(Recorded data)
※

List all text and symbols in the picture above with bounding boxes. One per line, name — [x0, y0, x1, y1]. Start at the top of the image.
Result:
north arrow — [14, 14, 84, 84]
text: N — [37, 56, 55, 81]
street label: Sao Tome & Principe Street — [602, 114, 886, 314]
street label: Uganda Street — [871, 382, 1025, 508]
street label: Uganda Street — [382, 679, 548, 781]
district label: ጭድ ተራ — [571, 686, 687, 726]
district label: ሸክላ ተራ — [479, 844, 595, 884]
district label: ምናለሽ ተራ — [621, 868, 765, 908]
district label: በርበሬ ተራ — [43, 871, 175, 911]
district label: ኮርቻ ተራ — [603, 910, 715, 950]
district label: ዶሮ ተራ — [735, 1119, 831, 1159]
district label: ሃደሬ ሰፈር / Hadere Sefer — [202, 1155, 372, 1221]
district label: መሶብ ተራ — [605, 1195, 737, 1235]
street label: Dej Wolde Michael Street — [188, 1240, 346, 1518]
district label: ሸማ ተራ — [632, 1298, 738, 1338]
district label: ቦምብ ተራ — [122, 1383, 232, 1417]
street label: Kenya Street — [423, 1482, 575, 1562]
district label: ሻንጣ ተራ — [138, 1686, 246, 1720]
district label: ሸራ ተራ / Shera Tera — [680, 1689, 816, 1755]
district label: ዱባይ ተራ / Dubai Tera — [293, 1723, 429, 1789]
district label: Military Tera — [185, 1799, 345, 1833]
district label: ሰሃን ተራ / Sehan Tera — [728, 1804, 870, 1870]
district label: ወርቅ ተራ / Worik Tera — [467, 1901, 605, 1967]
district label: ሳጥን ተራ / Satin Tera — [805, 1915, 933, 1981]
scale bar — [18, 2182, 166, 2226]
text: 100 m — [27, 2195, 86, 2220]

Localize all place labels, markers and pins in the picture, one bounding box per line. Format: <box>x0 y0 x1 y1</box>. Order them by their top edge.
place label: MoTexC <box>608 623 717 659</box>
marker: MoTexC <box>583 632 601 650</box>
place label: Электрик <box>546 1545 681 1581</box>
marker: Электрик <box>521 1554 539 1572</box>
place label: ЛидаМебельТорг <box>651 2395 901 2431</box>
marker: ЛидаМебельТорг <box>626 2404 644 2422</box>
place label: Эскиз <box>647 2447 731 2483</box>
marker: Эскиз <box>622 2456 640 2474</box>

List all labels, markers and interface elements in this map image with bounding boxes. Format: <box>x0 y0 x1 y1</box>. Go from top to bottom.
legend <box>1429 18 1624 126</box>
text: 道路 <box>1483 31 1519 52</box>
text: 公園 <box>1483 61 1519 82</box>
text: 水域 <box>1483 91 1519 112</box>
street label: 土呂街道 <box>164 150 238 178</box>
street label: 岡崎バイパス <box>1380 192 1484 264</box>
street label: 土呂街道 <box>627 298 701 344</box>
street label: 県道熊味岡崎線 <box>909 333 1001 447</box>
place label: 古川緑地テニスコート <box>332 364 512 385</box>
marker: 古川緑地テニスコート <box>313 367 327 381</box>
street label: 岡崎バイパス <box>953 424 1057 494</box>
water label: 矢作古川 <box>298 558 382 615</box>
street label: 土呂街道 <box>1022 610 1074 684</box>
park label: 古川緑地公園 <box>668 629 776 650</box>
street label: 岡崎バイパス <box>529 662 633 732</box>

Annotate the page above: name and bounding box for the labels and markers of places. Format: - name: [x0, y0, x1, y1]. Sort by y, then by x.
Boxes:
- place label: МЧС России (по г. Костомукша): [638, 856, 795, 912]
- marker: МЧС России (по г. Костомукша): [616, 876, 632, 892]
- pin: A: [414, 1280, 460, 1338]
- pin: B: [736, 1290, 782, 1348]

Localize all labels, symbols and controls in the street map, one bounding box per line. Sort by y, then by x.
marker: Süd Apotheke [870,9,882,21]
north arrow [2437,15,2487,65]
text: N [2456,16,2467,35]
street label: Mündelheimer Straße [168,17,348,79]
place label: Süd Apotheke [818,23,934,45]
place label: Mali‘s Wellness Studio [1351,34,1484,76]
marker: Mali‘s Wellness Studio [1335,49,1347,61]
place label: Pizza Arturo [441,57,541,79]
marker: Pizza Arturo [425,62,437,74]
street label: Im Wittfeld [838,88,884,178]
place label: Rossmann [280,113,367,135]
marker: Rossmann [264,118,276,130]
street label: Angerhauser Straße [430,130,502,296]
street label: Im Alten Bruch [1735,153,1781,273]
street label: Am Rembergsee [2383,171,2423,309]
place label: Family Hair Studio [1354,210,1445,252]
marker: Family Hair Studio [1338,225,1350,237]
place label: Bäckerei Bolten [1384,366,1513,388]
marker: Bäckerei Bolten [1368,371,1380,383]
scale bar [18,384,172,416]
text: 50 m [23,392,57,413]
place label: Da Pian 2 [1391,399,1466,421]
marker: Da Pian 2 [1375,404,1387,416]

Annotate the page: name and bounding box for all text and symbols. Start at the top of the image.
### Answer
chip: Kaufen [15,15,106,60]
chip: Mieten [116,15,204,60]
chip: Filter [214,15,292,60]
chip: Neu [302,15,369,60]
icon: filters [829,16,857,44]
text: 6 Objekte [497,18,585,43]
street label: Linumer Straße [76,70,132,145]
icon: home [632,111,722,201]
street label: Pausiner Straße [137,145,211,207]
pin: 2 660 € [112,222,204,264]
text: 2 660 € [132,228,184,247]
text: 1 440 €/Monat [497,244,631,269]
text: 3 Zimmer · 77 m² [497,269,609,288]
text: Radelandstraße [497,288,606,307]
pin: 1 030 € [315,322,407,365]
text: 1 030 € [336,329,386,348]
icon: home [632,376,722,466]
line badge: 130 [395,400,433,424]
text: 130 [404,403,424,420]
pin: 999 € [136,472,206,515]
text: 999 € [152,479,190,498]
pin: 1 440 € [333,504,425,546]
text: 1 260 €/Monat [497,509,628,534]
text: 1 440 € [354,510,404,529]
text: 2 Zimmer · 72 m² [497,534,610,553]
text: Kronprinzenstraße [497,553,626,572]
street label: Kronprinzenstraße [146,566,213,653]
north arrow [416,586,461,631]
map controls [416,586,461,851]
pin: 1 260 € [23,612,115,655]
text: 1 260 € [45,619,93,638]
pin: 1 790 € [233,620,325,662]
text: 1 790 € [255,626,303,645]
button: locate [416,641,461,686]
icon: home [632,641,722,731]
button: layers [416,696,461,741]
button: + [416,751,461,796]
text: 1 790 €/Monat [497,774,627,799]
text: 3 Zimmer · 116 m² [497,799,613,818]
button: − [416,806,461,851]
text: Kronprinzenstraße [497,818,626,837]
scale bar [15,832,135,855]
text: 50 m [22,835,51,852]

※

* _PROBLEM STATEMENT_:
Scan the entries above for the word "name" and collect each line holding it.

* _ANSWER FOR THIS EXERCISE_:
List all text and symbols in the picture above with bounding boxes. One per line, name — [x0, y0, x1, y1]. Start at the top of the image.
Annotate the page above: name and bounding box for the labels and markers of places. Format: - name: [x0, y0, x1, y1]. Sort by y, then by x.
Annotate the page: name and bounding box for all text and symbols. Start at the top of the image.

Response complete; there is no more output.